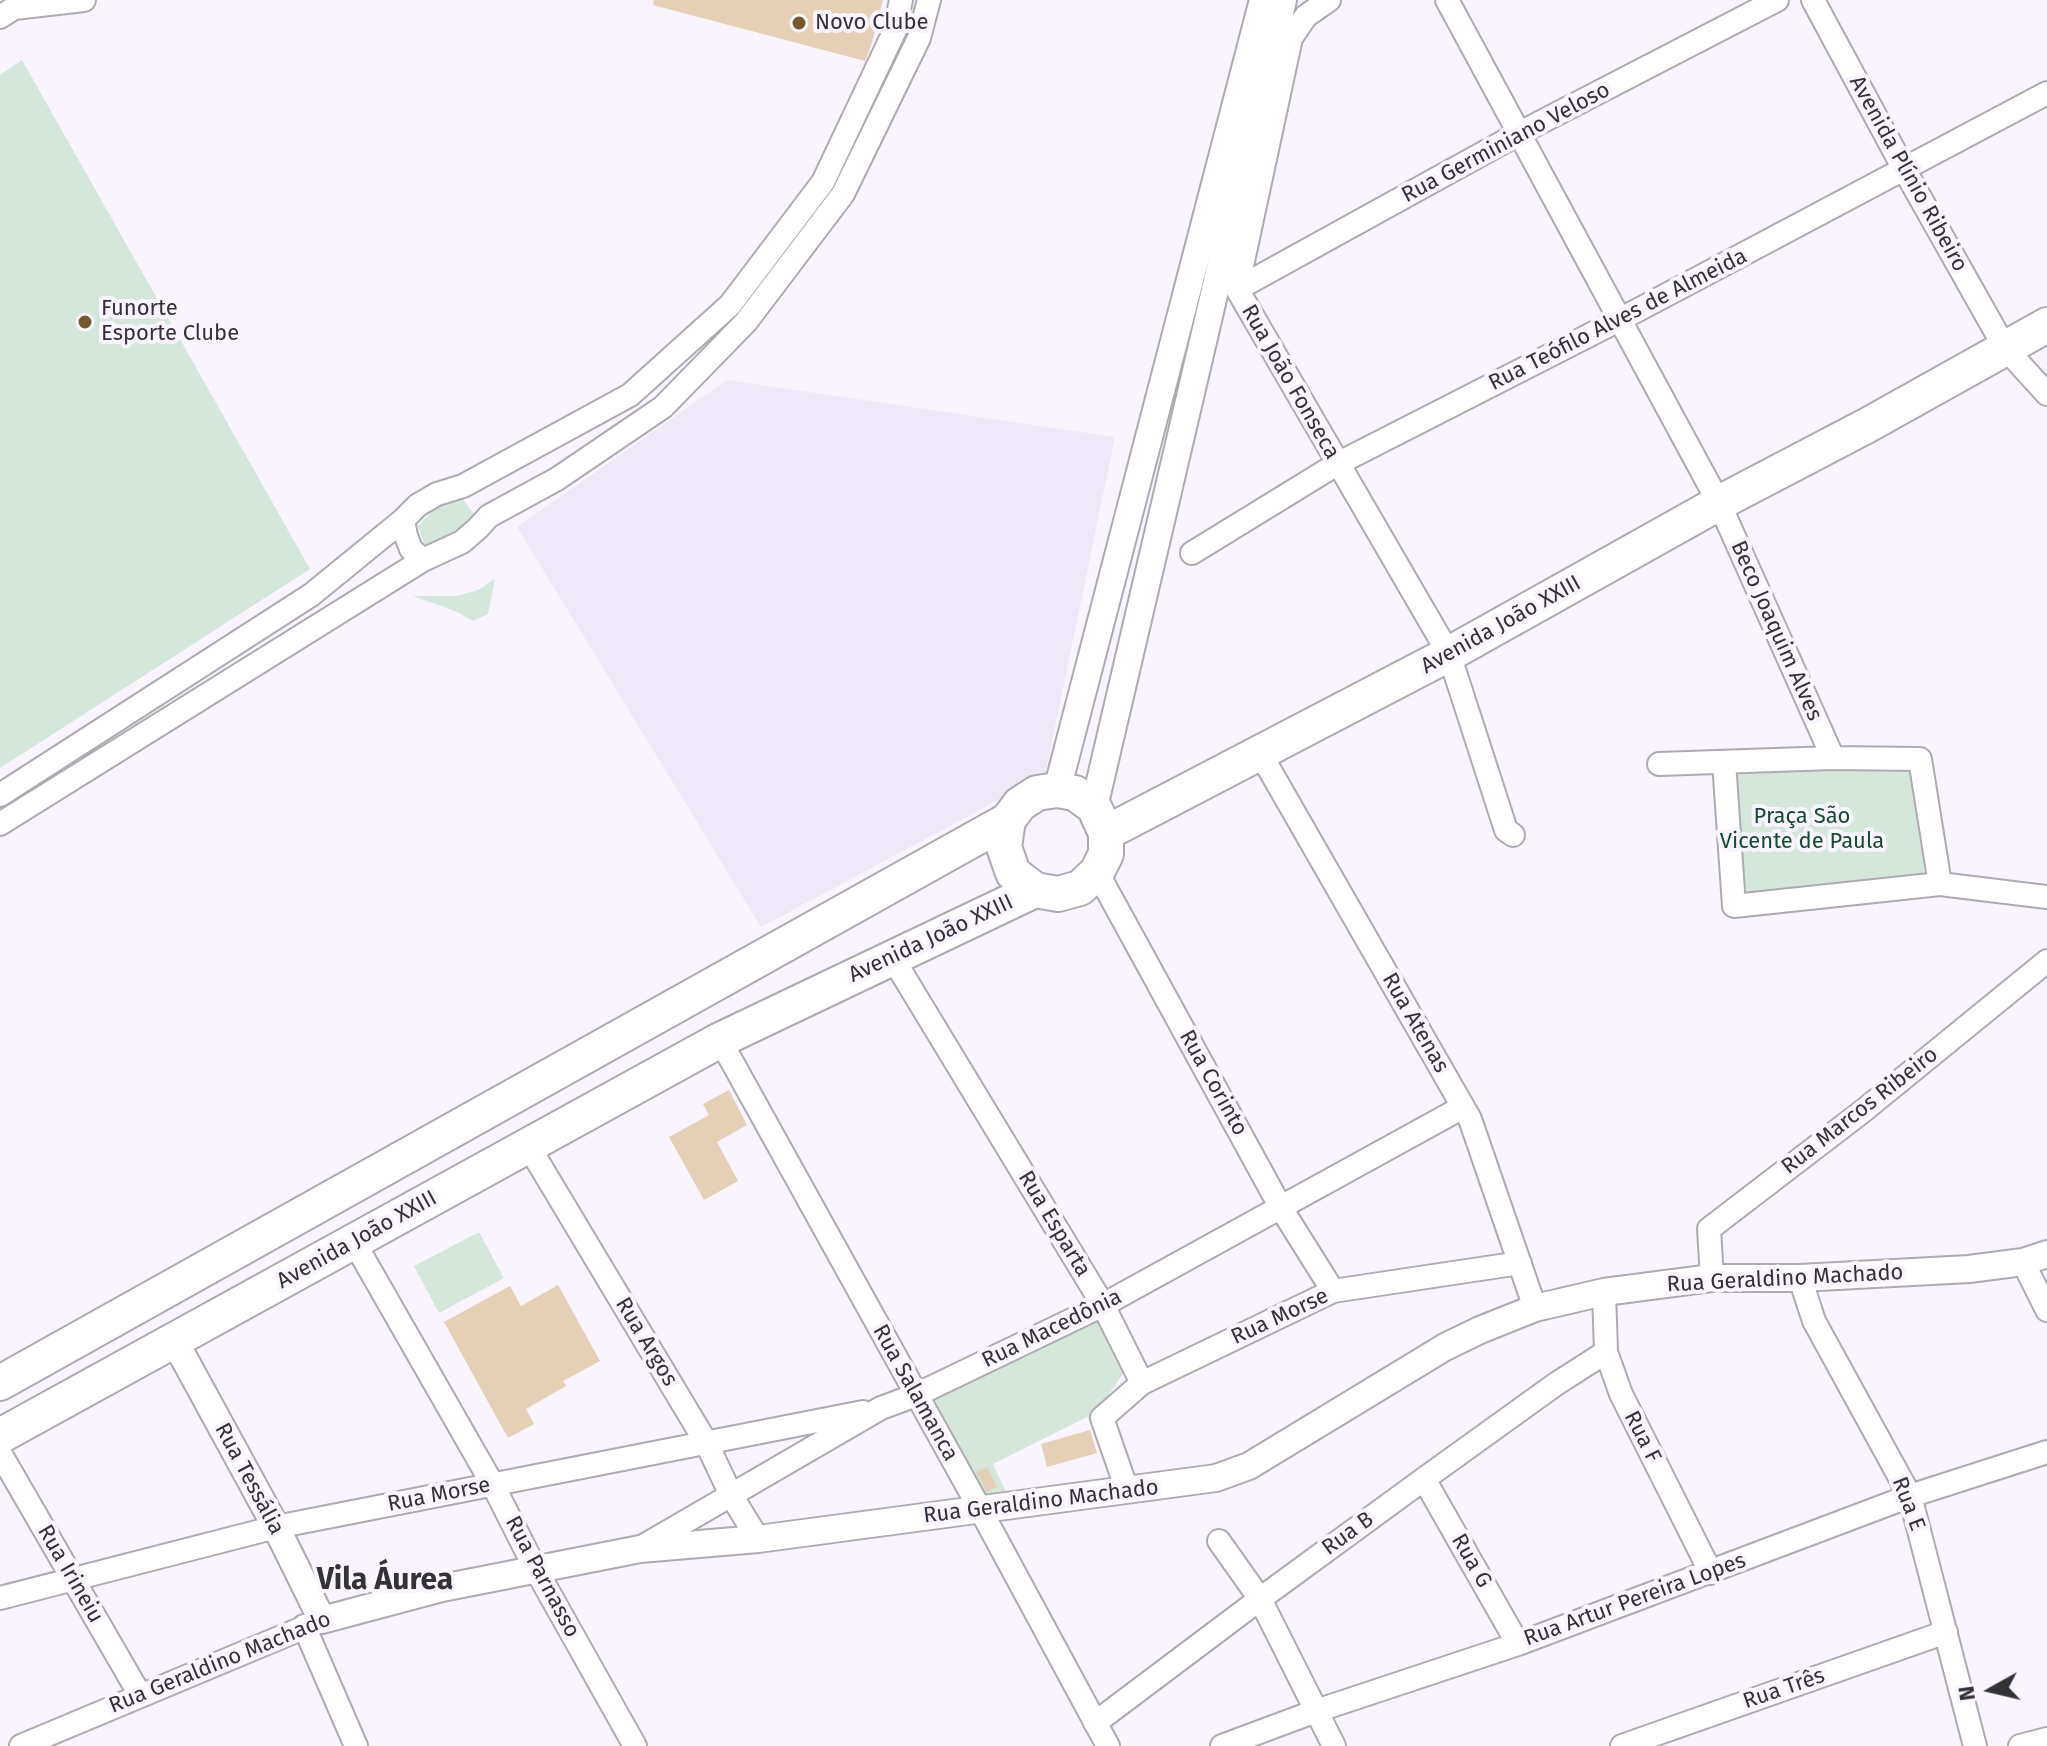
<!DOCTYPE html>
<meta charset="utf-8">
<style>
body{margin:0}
#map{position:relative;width:2047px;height:1746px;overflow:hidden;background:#f9f4fe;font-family:"Fira Sans",sans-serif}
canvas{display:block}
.north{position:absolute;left:1951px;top:1650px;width:80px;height:80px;-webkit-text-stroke:6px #f9f4fe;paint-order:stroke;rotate:262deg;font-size:22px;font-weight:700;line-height:32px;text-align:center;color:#333235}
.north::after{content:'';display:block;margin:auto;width:28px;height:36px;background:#333235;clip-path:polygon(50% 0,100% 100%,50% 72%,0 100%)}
</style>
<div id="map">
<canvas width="2047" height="1746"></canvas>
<div class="north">N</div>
</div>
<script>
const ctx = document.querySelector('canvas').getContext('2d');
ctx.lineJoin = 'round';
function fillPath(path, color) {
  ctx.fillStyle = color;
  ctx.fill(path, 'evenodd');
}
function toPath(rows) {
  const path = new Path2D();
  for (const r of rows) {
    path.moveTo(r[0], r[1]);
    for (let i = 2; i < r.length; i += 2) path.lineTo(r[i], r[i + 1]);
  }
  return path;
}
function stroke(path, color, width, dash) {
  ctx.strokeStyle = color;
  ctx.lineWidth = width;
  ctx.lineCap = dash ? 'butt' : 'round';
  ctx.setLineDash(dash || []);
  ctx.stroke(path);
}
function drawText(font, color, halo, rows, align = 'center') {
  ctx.font = font + ' "Fira Sans",sans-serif';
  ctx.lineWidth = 8;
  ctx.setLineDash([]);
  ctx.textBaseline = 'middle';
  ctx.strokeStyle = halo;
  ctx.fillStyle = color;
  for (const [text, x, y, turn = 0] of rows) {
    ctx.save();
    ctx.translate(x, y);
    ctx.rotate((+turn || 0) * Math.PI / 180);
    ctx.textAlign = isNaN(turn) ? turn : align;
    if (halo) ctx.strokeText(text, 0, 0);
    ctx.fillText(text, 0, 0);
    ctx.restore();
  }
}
const built = toPath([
 [727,380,1115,437,1045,775,761,927,517,527]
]);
const green = toPath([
 [22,60,310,569,0,768,0,75],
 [463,499,477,518,458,540,427,552,418,526,437,506],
 [495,579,488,614,473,621,455,611,413,596,457,596,478,590],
 [1920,759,1940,884,1734,906,1724,762],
 [479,1232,504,1278,439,1313,414,1266],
 [1100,1312,1127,1368,1097,1412,993,1464,1006,1492,981,1502,923,1400]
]);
const building = toPath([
 [654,0,883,0,871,46,865,61,653,5],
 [729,1090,747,1125,717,1142,738,1181,704,1200,669,1137,709,1115,703,1104],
 [558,1285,600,1361,563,1381,566,1386,526,1409,534,1424,508,1438,444,1322,510,1286,521,1306],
 [1090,1430,1097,1453,1047,1467,1041,1444],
 [987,1467,997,1487,987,1492,976,1472]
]);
const minor = toPath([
 [1329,0,1306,16,1291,38,1237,289,1449,654,1506,830,1513,835],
 [1447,0,1719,503,1833,758],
 [1813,0,1904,169,2005,348,2047,394],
 [0,17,14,8,84,0],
 [1237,289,1518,134,1777,0],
 [403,520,406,536,411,549,423,560],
 [1192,553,1337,464,1621,319,2047,93],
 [1260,753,1470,1119,1535,1308],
 [1724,762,1734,906,1940,884,2047,897],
 [1659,764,1833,758,1920,759,1940,884],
 [0,795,311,595,403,520,418,505,437,494,463,486,630,395,730,305,823,182,895,30,901,0],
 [0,824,423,560,462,542,478,528,489,516,557,479,663,407,746,322,843,194,919,38,929,0],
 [1097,872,1281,1208,1333,1291],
 [892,957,1103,1305,1142,1383,1102,1418,1127,1490],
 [720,1040,980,1509,1108,1746],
 [529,1147,707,1444,731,1495,758,1539],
 [354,1242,493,1485,535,1568,635,1746],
 [2023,1262,2047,1310],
 [1712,1278,1709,1229,1863,1111,2047,961],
 [1800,1278,1814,1321,1910,1496,1975,1746],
 [1604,1292,1606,1352,1621,1394,1711,1573],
 [1142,1383,1333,1291,1520,1263],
 [0,1453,140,1695],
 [1424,1479,1518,1644],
 [1219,1541,1260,1599,1334,1746],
 [640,1548,881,1408,916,1395,1103,1305,1463,1107],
 [0,1598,276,1527,863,1412],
 [304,1626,356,1746],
 [1095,1723,1260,1599,1424,1479,1556,1384,1606,1352],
 [21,1746,322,1620],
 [1222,1746,1316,1711,1518,1644,1910,1496,2047,1452],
 [1622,1746,1946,1632],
 [2020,1746,2047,1739]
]);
const tertiary = toPath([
 [1057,790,1263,0],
 [1094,807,1283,0],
 [174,1340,276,1527,322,1620,442,1588,640,1549,758,1539,1216,1478,1249,1466,1445,1347,1480,1330,1535,1308,1604,1292,1712,1278,1800,1278,1969,1269,2023,1262,2047,1254]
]);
const primary = toPath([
 [1106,833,1449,654,1719,503,1868,425,2047,325],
 [0,1383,1008,820],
 [0,1436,720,1040,1035,890,1058,894,1080,888,1097,872,1106,854,1106,833,1094,807,1075,793,1057,790,1037,793,1020,804,1008,820,1004,847,1013,873,1035,890]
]);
const markers = [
 [799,23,8,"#75592c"],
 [85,322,8,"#75592c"]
];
const poiNames = [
 ["Novo Clube",815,23],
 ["Funorte",101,309],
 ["Esporte Clube",101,334]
];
const streetNames = [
 ["Rua Germiniano Veloso",1506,143,-28],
 ["Avenida Plínio Ribeiro",1908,174,61],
 ["Rua Teófilo Alves de Almeida",1618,320,-27],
 ["Rua João Fonseca",1290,382,60],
 ["Avenida João XXIII",1501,625,-29],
 ["Beco Joaquim Alves",1776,631,66],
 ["Avenida João XXIII",931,939,-25],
 ["Rua Atenas",1415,1023,60],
 ["Rua Corinto",1213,1083,61],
 ["Rua Marcos Ribeiro",1860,1111,-38],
 ["Rua Esparta",1054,1224,59],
 ["Avenida João XXIII",357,1240,-29],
 ["Rua Geraldino Machado",1785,1279,-3],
 ["Rua Morse",1280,1317,-25],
 ["Rua Macedônia",1052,1329,-26],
 ["Rua Argos",646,1342,59],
 ["Rua Salamanca",915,1393,61],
 ["Rua F",1642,1437,63],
 ["Rua Tessália",249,1479,62],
 ["Rua Morse",439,1495,-11],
 ["Rua Geraldino Machado",1041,1502,-7],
 ["Rua E",1908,1504,69],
 ["Rua B",1348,1534,-36],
 ["Rua G",1471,1561,60],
 ["Rua Irineiu",70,1574,60],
 ["Rua Parnasso",542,1577,62],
 ["Rua Artur Pereira Lopes",1635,1600,-20],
 ["Rua Geraldino Machado",220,1663,-22],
 ["Rua Três",1784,1689,-19]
];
const parkNames = [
 ["Praça São",1802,817],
 ["Vicente de Paula",1802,842]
];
const districtNames = [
 ["Vila Áurea",385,1581]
];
fillPath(built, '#efe8f9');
fillPath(green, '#d4e7da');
fillPath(building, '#e4d0b5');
stroke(minor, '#aeaab2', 26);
stroke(tertiary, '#aeaab2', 30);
stroke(primary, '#aeaab2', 38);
stroke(minor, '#fff', 22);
stroke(tertiary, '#fff', 26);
stroke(primary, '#fff', 34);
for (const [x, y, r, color] of markers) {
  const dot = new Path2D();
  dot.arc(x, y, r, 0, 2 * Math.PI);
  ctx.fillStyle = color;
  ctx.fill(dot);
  stroke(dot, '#f9f4fe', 3);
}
drawText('22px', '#333235', '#f9f4fe', poiNames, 'left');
drawText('22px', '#333235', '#f9f4fe', streetNames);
drawText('22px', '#174b30', '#f9f4fe', parkNames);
drawText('bold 30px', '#333235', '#f9f4fe', districtNames);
</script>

= = = = = = =

### WHAT IS REQUIRED
Identify each line in the records above that contains the word "rotate", and copy it out in full.

### SOLUTION FOR THIS PROBLEM
.north{position:absolute;left:1951px;top:1650px;width:80px;height:80px;-webkit-text-stroke:6px #f9f4fe;paint-order:stroke;rotate:262deg;font-size:22px;font-weight:700;line-height:32px;text-align:center;color:#333235}
    ctx.rotate((+turn || 0) * Math.PI / 180);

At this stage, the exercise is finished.